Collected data
——

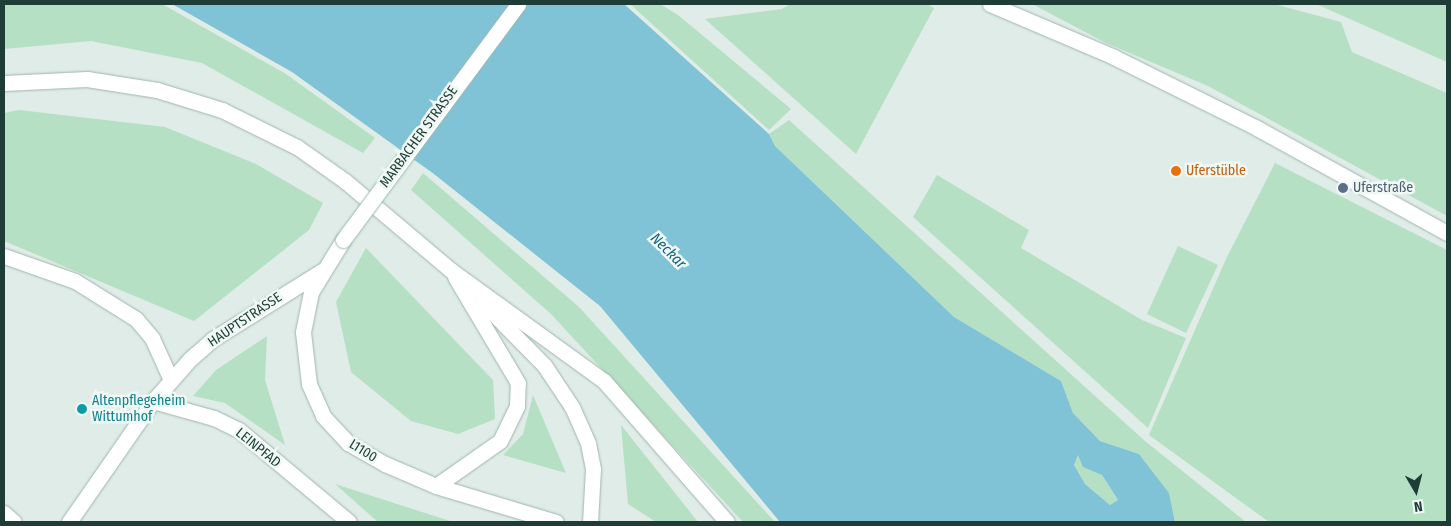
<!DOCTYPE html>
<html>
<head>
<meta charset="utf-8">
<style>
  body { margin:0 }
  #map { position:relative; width:1451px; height:526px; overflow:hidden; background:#dfece7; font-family:"Fira Sans Condensed",sans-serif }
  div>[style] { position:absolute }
  .green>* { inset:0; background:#b5e0c4 }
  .water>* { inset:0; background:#80c3d7 }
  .roads { filter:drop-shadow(0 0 1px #a1b4af) drop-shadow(0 0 1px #a1b4af) }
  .street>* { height:15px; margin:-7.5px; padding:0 7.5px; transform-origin:7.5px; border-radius:7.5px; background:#fff }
  .secondary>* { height:15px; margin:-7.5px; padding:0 7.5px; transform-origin:7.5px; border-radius:7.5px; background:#fff }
  .bridges { filter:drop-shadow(0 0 1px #9cb9b1) drop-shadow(0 0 1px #9cb9b1) }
  .secondary-bridge>* { height:15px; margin:-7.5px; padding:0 7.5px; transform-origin:7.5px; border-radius:7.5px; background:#fff }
  .dots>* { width:14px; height:14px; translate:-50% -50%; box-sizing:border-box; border:2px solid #eff8f4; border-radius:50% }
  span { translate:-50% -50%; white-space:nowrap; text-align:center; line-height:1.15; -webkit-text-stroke:5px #eff8f4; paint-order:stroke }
  .street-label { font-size:14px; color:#1e3d37 }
  .food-label { font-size:14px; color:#c56008 }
  .left { translate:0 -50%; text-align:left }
  .service-label { font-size:14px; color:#4e5e75 }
  .culture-label { font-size:14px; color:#0d838f }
  .water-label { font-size:15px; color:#12647f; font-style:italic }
  .frame { position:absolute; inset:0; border:5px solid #1e3d37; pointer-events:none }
  .north { position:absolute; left:1391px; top:466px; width:50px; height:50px; -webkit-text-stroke:4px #eff8f4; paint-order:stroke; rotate:172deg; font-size:14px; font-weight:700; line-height:20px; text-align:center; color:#1e3d37 }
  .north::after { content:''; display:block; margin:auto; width:18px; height:22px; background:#1e3d37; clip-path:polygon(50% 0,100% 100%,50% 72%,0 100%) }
</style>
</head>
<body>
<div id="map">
  <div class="green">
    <div style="clip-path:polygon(4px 4px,162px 4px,286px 74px,375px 138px,363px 153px,202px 63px,91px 41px,4px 49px)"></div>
    <div style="clip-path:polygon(630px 4px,660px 4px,678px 15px,791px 109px,769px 130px)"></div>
    <div style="clip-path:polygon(790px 4px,927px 4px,934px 8px,856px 154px,705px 19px,782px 9px)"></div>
    <div style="clip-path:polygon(1032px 4px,1274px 4px,1341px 22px,1352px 52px,1447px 93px,1447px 216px,1208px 86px,1106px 43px)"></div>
    <div style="clip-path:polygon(1316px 4px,1447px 4px,1447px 62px)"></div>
    <div style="clip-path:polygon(19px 110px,165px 127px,256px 164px,323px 203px,309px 230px,194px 321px,4px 241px,4px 113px)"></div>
    <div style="clip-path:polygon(789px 120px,1145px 441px,1246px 522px,1175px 522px,1169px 493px,1139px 454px,1100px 441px,1073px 413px,1061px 381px,954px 317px,775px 146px,769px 134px)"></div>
    <div style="clip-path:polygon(1275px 163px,1447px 250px,1447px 522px,1269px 522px,1149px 435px,1226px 259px)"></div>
    <div style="clip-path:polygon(423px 173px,579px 307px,775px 522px,743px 522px,551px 314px,411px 190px)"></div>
    <div style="clip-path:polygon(937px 175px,1029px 230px,1021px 248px,1142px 320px,1186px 338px,1148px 428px,913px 217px)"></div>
    <div style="clip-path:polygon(1178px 246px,1218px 265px,1186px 333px,1147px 314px)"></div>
    <div style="clip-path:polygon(366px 248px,493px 380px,495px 419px,458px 434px,411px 421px,351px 372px,336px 302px)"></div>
    <div style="clip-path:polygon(267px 336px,265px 380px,285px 445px,225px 403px,193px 396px,216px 370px)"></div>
    <div style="clip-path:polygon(533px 395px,566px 473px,503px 455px,523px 434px)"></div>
    <div style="clip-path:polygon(621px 425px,698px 522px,656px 522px,628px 504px)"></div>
    <div style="clip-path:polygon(1078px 454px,1102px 475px,1118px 500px,1110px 505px,1085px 484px,1074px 465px)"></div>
    <div style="clip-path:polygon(335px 484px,453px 522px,378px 522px)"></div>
  </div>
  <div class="water">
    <div style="clip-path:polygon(evenodd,172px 4px,624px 4px,769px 134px,775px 146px,954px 317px,1061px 381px,1073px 413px,1100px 441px,1139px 454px,1169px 493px,1175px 522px,780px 522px,600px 306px,434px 174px,292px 72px,172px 4px,1078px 455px,1083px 467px,1102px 475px,1118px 500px,1110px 505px,1085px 484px,1074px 465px,1078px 455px)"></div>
  </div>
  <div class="roads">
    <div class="street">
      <div style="left:4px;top:513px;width:13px;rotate:42deg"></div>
    </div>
    <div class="secondary">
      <div style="left:990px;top:4px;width:135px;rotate:23.1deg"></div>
      <div style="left:1114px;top:57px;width:157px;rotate:26.4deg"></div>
      <div style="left:1255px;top:127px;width:219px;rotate:28.9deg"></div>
      <div style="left:4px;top:83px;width:83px;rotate:-2.8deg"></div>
      <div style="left:87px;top:79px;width:71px;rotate:8.9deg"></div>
      <div style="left:157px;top:90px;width:68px;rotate:17.1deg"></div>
      <div style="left:222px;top:110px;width:84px;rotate:26.3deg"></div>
      <div style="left:297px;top:147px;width:59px;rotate:35.3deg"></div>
      <div style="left:345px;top:181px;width:140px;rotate:40.1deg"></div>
      <div style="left:452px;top:271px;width:188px;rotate:35.9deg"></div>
      <div style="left:604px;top:381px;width:187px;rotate:48.9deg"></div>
      <div style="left:343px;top:240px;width:61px;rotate:121.6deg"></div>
      <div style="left:311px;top:292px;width:41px;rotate:101.3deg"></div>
      <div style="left:303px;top:332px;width:52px;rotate:83.4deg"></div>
      <div style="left:309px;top:384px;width:35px;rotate:66deg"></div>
      <div style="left:323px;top:416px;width:37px;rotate:47deg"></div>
      <div style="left:348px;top:443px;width:43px;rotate:29.6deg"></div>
      <div style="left:385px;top:464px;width:56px;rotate:23.3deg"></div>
      <div style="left:436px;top:486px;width:125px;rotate:16.7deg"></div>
      <div style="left:4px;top:256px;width:75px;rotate:19.4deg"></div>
      <div style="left:75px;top:281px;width:72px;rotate:31.9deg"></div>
      <div style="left:136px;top:319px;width:25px;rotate:50deg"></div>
      <div style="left:152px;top:338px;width:46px;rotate:65.7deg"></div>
      <div style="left:482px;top:302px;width:88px;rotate:45.5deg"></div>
      <div style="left:544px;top:365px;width:50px;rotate:56.3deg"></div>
      <div style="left:572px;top:407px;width:39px;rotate:66deg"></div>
      <div style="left:588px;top:443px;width:26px;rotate:79deg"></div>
      <div style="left:593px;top:469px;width:53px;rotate:93.2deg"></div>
      <div style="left:153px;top:401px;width:63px;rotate:15.6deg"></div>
      <div style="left:214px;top:418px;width:28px;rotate:26deg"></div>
      <div style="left:239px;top:430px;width:143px;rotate:39.9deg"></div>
      <div style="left:436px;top:486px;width:78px;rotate:-35.1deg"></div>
      <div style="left:500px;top:441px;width:39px;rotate:-64deg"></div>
      <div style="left:517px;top:406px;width:23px;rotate:-88deg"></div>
      <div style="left:518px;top:383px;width:123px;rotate:-120.7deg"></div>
      <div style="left:69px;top:522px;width:147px;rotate:-55.2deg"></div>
      <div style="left:153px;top:401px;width:56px;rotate:-48.6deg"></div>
      <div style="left:190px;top:359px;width:30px;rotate:-41deg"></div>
      <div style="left:213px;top:339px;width:128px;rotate:-32deg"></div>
    </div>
  </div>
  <div class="bridges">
    <div class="secondary-bridge">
      <div style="left:343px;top:240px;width:294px;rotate:-53.4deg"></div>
    </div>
  </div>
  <div class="dots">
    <div style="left:1176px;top:171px;background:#e8710a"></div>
    <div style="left:1343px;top:188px;background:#5c6f8a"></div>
    <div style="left:82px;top:409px;background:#0f9aa8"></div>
  </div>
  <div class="street-label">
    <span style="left:419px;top:137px;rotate:-54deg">MARBACHER STRASSE</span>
    <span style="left:245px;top:320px;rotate:-34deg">HAUPTSTRASSE</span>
    <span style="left:258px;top:448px;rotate:39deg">LEINPFAD</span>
    <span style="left:363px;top:451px;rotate:32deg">L1100</span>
  </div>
  <div class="food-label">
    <span class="left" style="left:1186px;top:171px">Uferstüble</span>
  </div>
  <div class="service-label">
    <span class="left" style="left:1353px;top:188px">Uferstraße</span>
  </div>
  <div class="culture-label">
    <span class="left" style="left:92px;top:409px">Altenpflegeheim<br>Wittumhof</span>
  </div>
  <div class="water-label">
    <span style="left:668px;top:251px;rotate:45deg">Neckar</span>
  </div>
  <div class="frame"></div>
  <div class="north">N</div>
</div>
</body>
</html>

——

Through the line containing "width:14px; height:14px; translate:-50%" and no further, restate the data above word for word from its first line, leaving out pictures.

=== OUTPUT OF THE EXERCISE ===
<!DOCTYPE html>
<html>
<head>
<meta charset="utf-8">
<style>
  body { margin:0 }
  #map { position:relative; width:1451px; height:526px; overflow:hidden; background:#dfece7; font-family:"Fira Sans Condensed",sans-serif }
  div>[style] { position:absolute }
  .green>* { inset:0; background:#b5e0c4 }
  .water>* { inset:0; background:#80c3d7 }
  .roads { filter:drop-shadow(0 0 1px #a1b4af) drop-shadow(0 0 1px #a1b4af) }
  .street>* { height:15px; margin:-7.5px; padding:0 7.5px; transform-origin:7.5px; border-radius:7.5px; background:#fff }
  .secondary>* { height:15px; margin:-7.5px; padding:0 7.5px; transform-origin:7.5px; border-radius:7.5px; background:#fff }
  .bridges { filter:drop-shadow(0 0 1px #9cb9b1) drop-shadow(0 0 1px #9cb9b1) }
  .secondary-bridge>* { height:15px; margin:-7.5px; padding:0 7.5px; transform-origin:7.5px; border-radius:7.5px; background:#fff }
  .dots>* { width:14px; height:14px; translate:-50% -50%; box-sizing:border-box; border:2px solid #eff8f4; border-radius:50% }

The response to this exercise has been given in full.